COCKERELL, Edmund (by 1510-59/60), of London.

Published in The History of Parliament: the House of Commons 1509-1558, ed. S.T. Bindoff, 1982
Available from Boydell and Brewer

Constituency

Dates

Nov. 1554

Family and Education

b. by 1510. m. Ursula, da. of Henry Huttoft of Southampton, Hants.2

Offices Held

Clerk of the pells, the Exchequer 1555-d.3

Biography

One of a large family of Guernsey merchants, Edmund Cockerell moved to London, being admitted to the freedom of the City as a grocer on 23 Nov. 1531, and was later joined there by his brother Thomas, who ‘made the chief of his substance into a stock’ shortly before his death in 1538. The brothers were involved in various ventures with the Huttofts and other leading merchants of Southampton, and in his will, which was witnessed by John Huttoft and John Fryer, Thomas left Edmund a share in the Mighell Cokerell and made him his executor and residuary legatee.4

Cockerell and his wife were involved in the misfortunes suffered by the Huttofts in 1535, when Henry Huttoft was left to shoulder an enormous load of debts.

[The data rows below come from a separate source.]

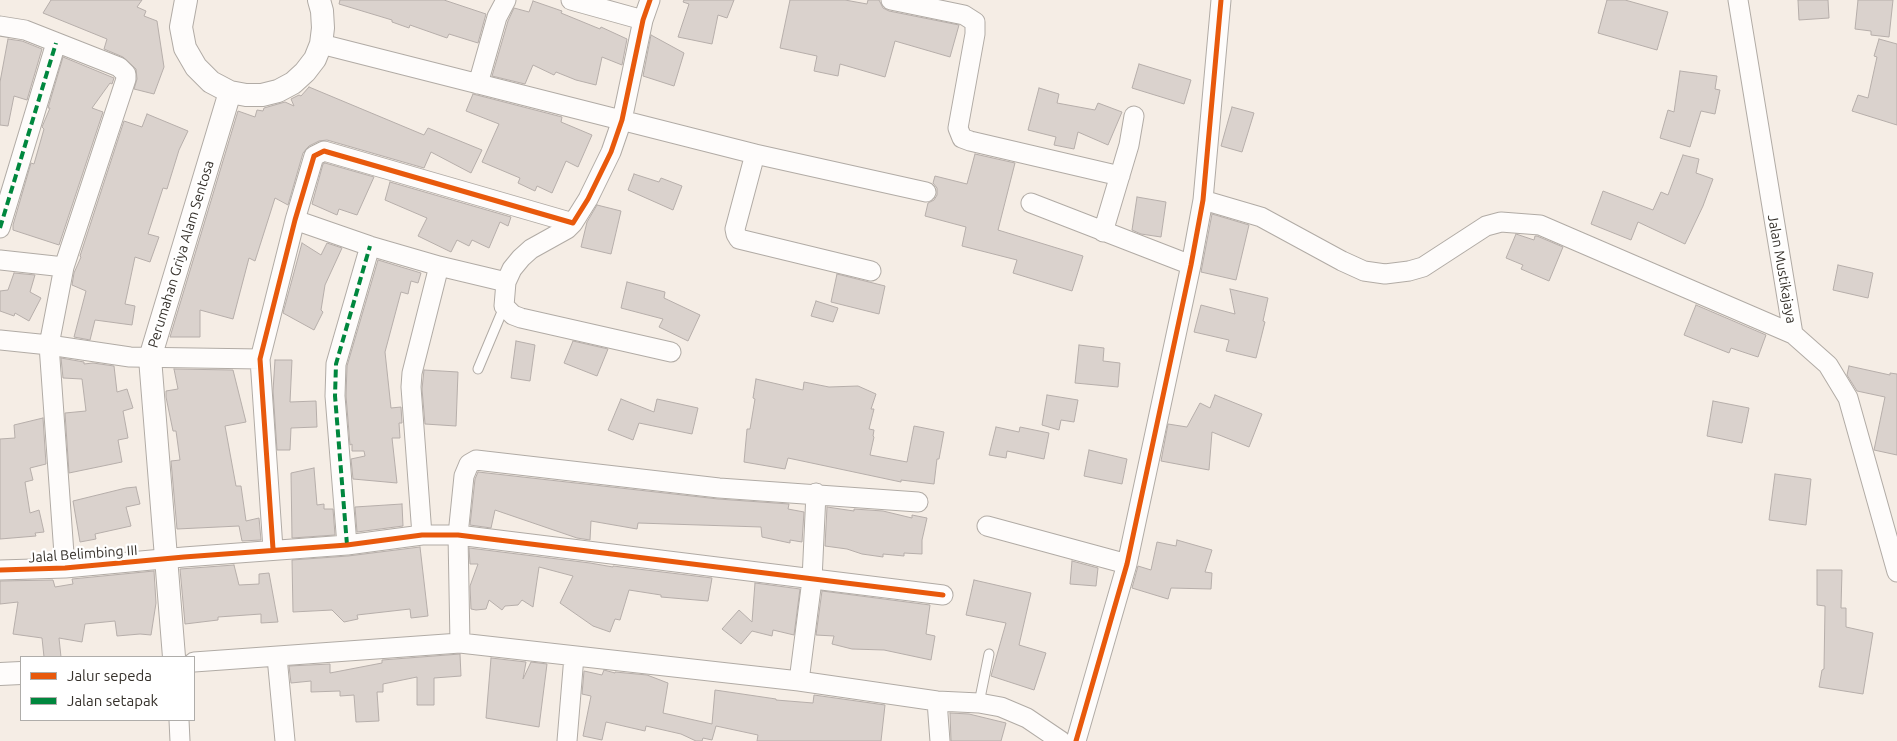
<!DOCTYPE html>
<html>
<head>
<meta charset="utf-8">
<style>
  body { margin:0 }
  #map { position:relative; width:1897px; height:741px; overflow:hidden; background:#f5ede5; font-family:Ubuntu,sans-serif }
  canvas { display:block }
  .legend { position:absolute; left:20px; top:656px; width:175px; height:65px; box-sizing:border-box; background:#fff; border:1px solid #afadaa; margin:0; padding:6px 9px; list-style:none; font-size:15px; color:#36312b }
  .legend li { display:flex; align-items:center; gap:10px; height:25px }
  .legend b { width:25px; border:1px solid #afadaa }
</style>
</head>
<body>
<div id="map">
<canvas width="1897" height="741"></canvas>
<ul class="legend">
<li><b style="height:6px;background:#e8590c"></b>Jalur sepeda</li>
<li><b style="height:6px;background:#00873e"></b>Jalan setapak</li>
</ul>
</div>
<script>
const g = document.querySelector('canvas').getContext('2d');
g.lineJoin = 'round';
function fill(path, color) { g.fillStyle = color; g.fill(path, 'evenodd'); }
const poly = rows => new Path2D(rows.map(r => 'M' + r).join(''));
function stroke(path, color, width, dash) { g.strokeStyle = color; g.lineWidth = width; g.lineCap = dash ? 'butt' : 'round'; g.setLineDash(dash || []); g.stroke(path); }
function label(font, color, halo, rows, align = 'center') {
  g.font = font + ' Ubuntu,sans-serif'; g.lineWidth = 4.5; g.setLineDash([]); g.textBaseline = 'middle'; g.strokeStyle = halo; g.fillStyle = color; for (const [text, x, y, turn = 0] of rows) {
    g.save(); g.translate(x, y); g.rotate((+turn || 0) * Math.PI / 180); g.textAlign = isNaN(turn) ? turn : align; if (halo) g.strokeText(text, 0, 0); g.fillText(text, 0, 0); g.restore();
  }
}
const building = poly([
  [51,0,142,0,137,7,146,11,144,16,157,21,164,67,154,94,134,89,137,79,136,69,123,57,104,49,107,39,43,13,51,0],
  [340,0,444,0,486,14,478,43,449,34,447,38,410,25,409,28,392,22,392,20,339,4,340,0],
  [684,0,734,0,727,18,718,15,712,44,678,37,689,4,683,2,684,0],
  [790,0,845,0,867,4,868,0,879,0,883,8,889,11,959,25,950,57,895,41,885,77,840,64,838,76,814,71,817,56,780,48,790,0],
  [1607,0,1625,0,1668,12,1657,50,1598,33,1607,0],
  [1798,0,1828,0,1829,18,1799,20,1798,0],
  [1858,0,1893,0,1889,37,1871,35,1871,31,1855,29,1858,0],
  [533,1,562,11,561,13,600,29,601,27,627,39,622,65,602,57,596,85,576,80,556,72,554,75,533,65,525,84,492,76,508,21,514,8,529,12,533,1],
  [651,35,684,53,674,86,643,76,651,35],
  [8,39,22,41,42,49,27,100,14,96,8,126,0,125,0,82,8,39],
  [1879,39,1897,44,1897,125,1852,111,1858,95,1868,98,1877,57,1874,56,1879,39],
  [63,57,114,78,112,84,110,83,92,108,103,112,59,245,13,230,13,225,31,163,34,164,44,129,42,127,50,108,48,108,63,57],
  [1139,64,1191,80,1184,104,1132,88,1139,64],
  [1680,71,1717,76,1715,89,1720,90,1715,114,1701,111,1690,147,1660,138,1668,110,1674,112,1680,71],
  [309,87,424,135,428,128,482,150,471,173,431,152,424,168,327,140,319,141,309,146,303,153,288,205,275,198,255,261,249,258,233,319,200,310,200,337,170,337,238,111,255,117,257,110,263,111,264,108,285,102,294,106,291,99,299,95,301,96,309,87],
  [1039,88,1059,94,1057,103,1095,110,1098,103,1122,112,1108,145,1078,132,1074,149,1054,145,1056,137,1028,130,1039,88],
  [473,94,562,117,561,122,592,135,578,167,566,161,552,193,537,186,535,191,518,183,520,178,482,162,499,124,466,111,473,94],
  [1232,107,1254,113,1242,152,1221,146,1232,107],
  [147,114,188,131,179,150,167,189,163,188,148,234,159,237,150,262,135,257,125,304,135,306,132,325,95,320,90,340,74,337,86,291,72,285,74,273,81,257,80,256,124,121,142,127,147,114],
  [975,154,1015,163,998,230,1083,256,1072,291,1013,273,1017,260,962,246,966,227,925,216,928,203,934,200,937,195,937,188,933,183,935,176,967,184,975,154],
  [1683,155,1699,159,1696,173,1713,179,1703,206,1685,244,1638,222,1631,240,1591,224,1603,191,1653,210,1661,192,1668,195,1683,155],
  [325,163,374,177,357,215,339,209,337,215,312,204,323,164,325,163],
  [634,174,659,182,661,178,682,186,673,210,628,190,634,174],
  [390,182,511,217,508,226,500,222,489,248,472,240,469,246,457,240,451,252,418,236,427,218,385,200,390,182],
  [1137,197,1166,202,1161,237,1141,234,1132,230,1137,197],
  [597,205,621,211,611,254,581,247,587,222,597,205],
  [1212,214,1249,225,1236,280,1201,272,1212,214],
  [1516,234,1534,240,1535,236,1537,236,1563,247,1549,281,1521,269,1523,265,1506,258,1516,234],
  [302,243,321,255,327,243,342,248,325,285,321,310,323,312,314,330,283,313,302,243],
  [378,260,421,273,418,283,411,281,408,294,401,292,385,352,391,408,401,407,402,423,399,423,400,438,392,438,397,483,353,479,351,459,365,456,364,451,352,451,352,444,350,445,346,396,347,366,378,260],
  [1838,265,1873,273,1868,298,1833,290,1838,265],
  [14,273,35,275,30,292,41,298,29,321,15,313,14,316,0,311,0,291,8,290,14,273],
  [837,274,885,286,879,314,831,302,837,274],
  [627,282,665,292,664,298,700,315,688,341,659,327,663,319,621,308,627,282],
  [1230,289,1268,298,1263,321,1265,322,1256,358,1226,351,1229,340,1194,332,1201,305,1235,314,1230,289],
  [816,301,838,308,833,322,811,316,816,301],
  [1696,305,1766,335,1758,357,1731,348,1729,353,1684,335,1696,305],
  [516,341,535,345,530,381,511,378,516,341],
  [573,341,608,349,597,376,564,363,573,341],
  [1079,345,1104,348,1103,361,1120,363,1118,387,1075,383,1079,345],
  [61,358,84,362,84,364,93,363,114,366,117,392,127,389,133,408,123,411,128,438,118,440,122,462,69,473,65,413,86,411,82,379,63,378,61,358],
  [275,360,292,360,290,402,316,401,317,427,291,428,290,450,277,450,273,391,275,360],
  [1849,366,1890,375,1890,373,1897,374,1897,455,1874,450,1885,397,1857,391,1847,375,1849,366],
  [174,369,233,370,246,422,225,426,236,486,241,486,246,521,259,518,261,540,242,541,239,526,177,529,171,461,180,460,176,431,173,431,166,397,166,391,178,389,174,369],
  [424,370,458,372,456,426,425,424,422,389,424,370],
  [756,379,803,390,804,382,829,387,858,386,876,394,871,409,874,409,869,429,874,430,873,436,874,437,870,455,907,462,914,426,944,432,939,459,937,459,934,484,901,480,901,482,788,458,785,469,744,462,747,429,750,429,755,399,753,398,756,379],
  [1047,395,1078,400,1074,422,1061,420,1059,430,1042,425,1047,395],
  [1215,395,1262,414,1249,447,1212,432,1209,470,1161,461,1168,424,1187,427,1200,403,1210,408,1215,395],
  [621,399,654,412,657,399,698,408,692,434,639,423,633,440,608,430,621,399],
  [1713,401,1749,408,1742,443,1707,436,1713,401],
  [43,418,46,464,30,468,33,480,25,482,30,513,39,510,44,532,35,533,36,536,0,539,0,439,15,438,14,425,43,418],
  [996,427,1019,432,1020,427,1049,433,1044,459,1007,451,1006,458,989,455,996,427],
  [1089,450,1127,459,1122,484,1084,476,1089,450],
  [314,468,317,505,324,504,324,509,333,509,335,535,292,538,291,473,314,468],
  [478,472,718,499,789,504,788,509,804,512,802,542,790,540,790,543,762,537,761,527,638,523,637,529,591,521,590,540,577,538,495,510,491,528,470,525,475,479,478,472],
  [1775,474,1811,479,1806,525,1769,520,1775,474],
  [136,487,140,504,126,507,131,526,95,534,96,539,80,542,73,501,126,488,136,487],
  [402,504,403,526,357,532,355,507,402,504],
  [827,507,854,511,854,509,883,511,912,518,912,515,927,518,922,540,922,554,904,553,904,556,883,554,883,557,862,554,847,549,825,546,827,507],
  [1177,540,1212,550,1205,572,1212,573,1211,589,1171,588,1168,599,1132,588,1138,566,1151,570,1157,542,1176,546,1177,540],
  [420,547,428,616,411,618,410,609,357,615,358,619,344,622,332,610,293,612,292,560,348,556,420,547],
  [469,548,590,563,613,567,613,566,712,578,708,601,661,597,661,595,629,590,620,620,615,619,610,632,593,626,560,603,573,576,539,567,533,607,522,600,518,605,505,606,502,610,489,600,486,609,476,610,471,609,470,586,478,564,470,564,469,548],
  [1072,561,1098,568,1096,586,1070,584,1072,561],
  [234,565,239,585,259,584,259,574,269,573,278,622,261,623,261,614,218,617,218,620,185,624,180,569,234,565],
  [1817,570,1842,570,1841,608,1846,608,1846,627,1873,633,1863,694,1819,687,1822,670,1824,669,1825,606,1817,605,1817,570],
  [154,571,156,603,151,635,140,634,117,636,115,621,85,624,82,642,59,638,61,657,44,657,42,638,13,634,18,602,0,604,0,581,53,580,55,587,73,584,72,579,154,571],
  [974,580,1031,593,1019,645,1046,653,1034,690,991,676,1006,623,966,615,974,580],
  [755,583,800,589,794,635,773,630,772,636,752,631,741,644,722,629,739,610,752,622,755,583],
  [822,591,930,605,926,634,935,636,931,660,884,650,852,649,832,644,834,636,816,635,822,591],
  [460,654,461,676,434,678,434,705,417,705,417,677,383,684,383,692,377,692,379,721,356,722,354,695,340,696,340,691,311,692,311,681,291,683,289,666,330,664,330,673,382,663,382,660,460,654],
  [491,658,526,662,523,679,531,662,547,664,539,727,486,718,491,658],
  [604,670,615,673,615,672,647,675,668,683,663,713,712,724,715,690,776,699,776,700,813,703,814,695,885,705,881,741,757,741,758,735,716,726,712,740,703,738,702,741,696,741,681,734,646,726,645,731,606,722,602,740,583,736,591,696,582,694,584,671,602,675,604,670],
  [950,713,969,714,1006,723,1001,741,951,741,950,713]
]);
fill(building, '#dad2cd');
stroke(building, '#b6aeaa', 1);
const service = poly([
  [478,369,504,307],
  [979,703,989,654]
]);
const minor = poly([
  [571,0,643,20],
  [891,0,964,15,975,22,975,34,958,128,962,138,970,141,1120,176],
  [1738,0,1793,334,1828,365,1848,398,1897,572],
  [0,26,25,30,119,67,126,74,126,79,64,267,49,345,65,568],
  [321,44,755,154,735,229,736,234,739,239,871,271],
  [478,84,497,17,506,0],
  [755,154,926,192],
  [1203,200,1261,217,1342,261,1364,271,1385,274,1409,271,1423,267,1486,226,1501,222,1540,225,1793,334],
  [1031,203,1191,265],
  [295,220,370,246,439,266,506,282,512,269,521,258,531,249,567,229,573,223],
  [0,228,56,43],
  [1103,232,1129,145,1134,116],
  [0,260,64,267],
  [506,282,504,306,513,315,521,318,671,352],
  [0,340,49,345,130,357,260,359],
  [987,526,1127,564],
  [422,535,411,387,412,373,439,266],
  [347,545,335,396,336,364,370,246],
  [273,549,260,359,295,220,314,156,324,151,573,223,588,199,611,152,622,120,643,20,650,0],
  [0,570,65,568,184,557,347,545,422,535,458,535,943,595],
  [460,643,458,535,464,476,469,464,476,460,719,488,918,502],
  [277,657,285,741],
  [194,662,460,643,799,681,937,701,979,703,1001,707,1027,718,1061,741],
  [799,681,812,580,816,493],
  [937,701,940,741],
  [179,720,180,741],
  [567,741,574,656],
  [1076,741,1127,564,1191,265,1203,200,1221,0]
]);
const tertiary = poly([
  [186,0,181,27,185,48,196,67,211,82,230,92,246,95,262,95,278,91,293,83,305,72,315,59,321,44,323,28,322,11,319,0],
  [174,657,150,358,230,92],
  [0,674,21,673]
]);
stroke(service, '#b1aba5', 11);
stroke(minor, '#b1aba5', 21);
stroke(tertiary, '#b1aba5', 24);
stroke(service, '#fefcfb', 9);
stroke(minor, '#fefcfb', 19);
stroke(tertiary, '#fefcfb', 22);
stroke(poly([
  [0,228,56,43],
  [347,545,335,396,336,364,370,246]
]), '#00873e', 4, [8, 4]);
stroke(poly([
  [273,549,260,359,295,220,314,156,324,151,573,223,588,199,611,152,622,120,643,20,650,0],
  [0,570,65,568,184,557,347,545,422,535,458,535,943,595],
  [1076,741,1127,564,1191,265,1203,200,1221,0]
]), '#e8590c', 5);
label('14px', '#36312b', '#fff', [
  ["Perumahan Griya Alam Sentosa",181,254,-73],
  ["Jalan Mustikajaya",1782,269,80],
  ["Jalal Belimbing III",83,554,-4]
]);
</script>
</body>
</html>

Among the associates who lost heavily in this disaster was John Mill I, who tried to recover his losses by seizing Huttoft’s goods and books of account. When Huttoft died intestate in the early 1540s, Edmund and Ursula Cockerell were appointed administrators of his estate; they claimed in 1547 that Mill still had most of it in his possession. Cockerell acted as attorney for Sir Fulke Greville and his wife Elizabeth when they sold their lands in Guernsey to Thomas Fasshyn and his father in 1545. One of Fasshyn’s daughters married John de Vic, to whom lands in Surrey were committed in January 1556 by Cockerell and John Austen, and Cockerell was an executor of the will of Fasshyn’s son.5

Late in 1555 Cockerell was appointed clerk of the pells in the Exchequer, a declining office which he strove to revive at the cost of dissension with his colleagues. He must have owed the place to the treasurer, William Paulet, Marquess of Winchester, whose continuing patronage after Cockerell’s death is seen in his request to the mayor and aldermen of London for the widow to remain in the city house in London Wall which she and her husband had occupied. Cockerell had perhaps come under Winchester’s aegis either through the Grevilles, Lady Greville’s aunt being the wife of Winchester’s eldest son, or through the treasurer’s kinsman (Sir) Hugh Paulet, since 1550 governor of Jersey, and when in May 1554 Winchester’s third son Chidiock Paulet became captain of Portsmouth the way was open for Cockerell to obtain one of the seats there. He did so in the three remaining Parliaments of Mary’s reign, sitting first with John de Vic, probably already another of Winchester’s servants. Nothing is known of his part in the proceedings of the House save that (as befitted the client of so notorious a ‘trimmer’ as Winchester) his name is not to be found either among the ‘seceders’ from the Parliament of November 1554 or on the list of opponents of a government bill in that of 1555.6

Cockerell was admitted to the freedom of Southampton in September 1559 but was dead by October 1560: in the absence of a will nothing further has come to light about him. He had a namesake who with his wife Alice leased the tithes of Nether Cerne, Dorset, and another who had a grant of a wardship in April 1566.7

Ref Volumes: 1509-1558

Author: Patricia Hyde

Notes

  • 1. Huntington Lib. Hastings mss Parl. pprs. where Cockerell’s christian name is given in error as Edward.
  • 2. Date of birth estimated from admission to freedom of London. C1/1176/54.
  • 3. Eliz. Govt. and Soc. ed. Bindoff, Hurstfield and Williams, 220-30.
  • 4. City of London RO, Guildhall, rep. 8, f. 198v; PCC 23 Dyngeley; St.Ch.2/25/108, 258; C1/771/44; C. Platt, Med. Southampton, 216.
  • 5. C1/1176/54, 1223/46; CPR, 1555-7, p. 114; Black Bk. of Southampton (Soton Rec. Soc.), iii. 152n.
  • 6. City of London RO, rep. 14, f. 399.
  • 7. HMC 11th Rep. III, 20; CPR, 1563-6, pp. 224, 396.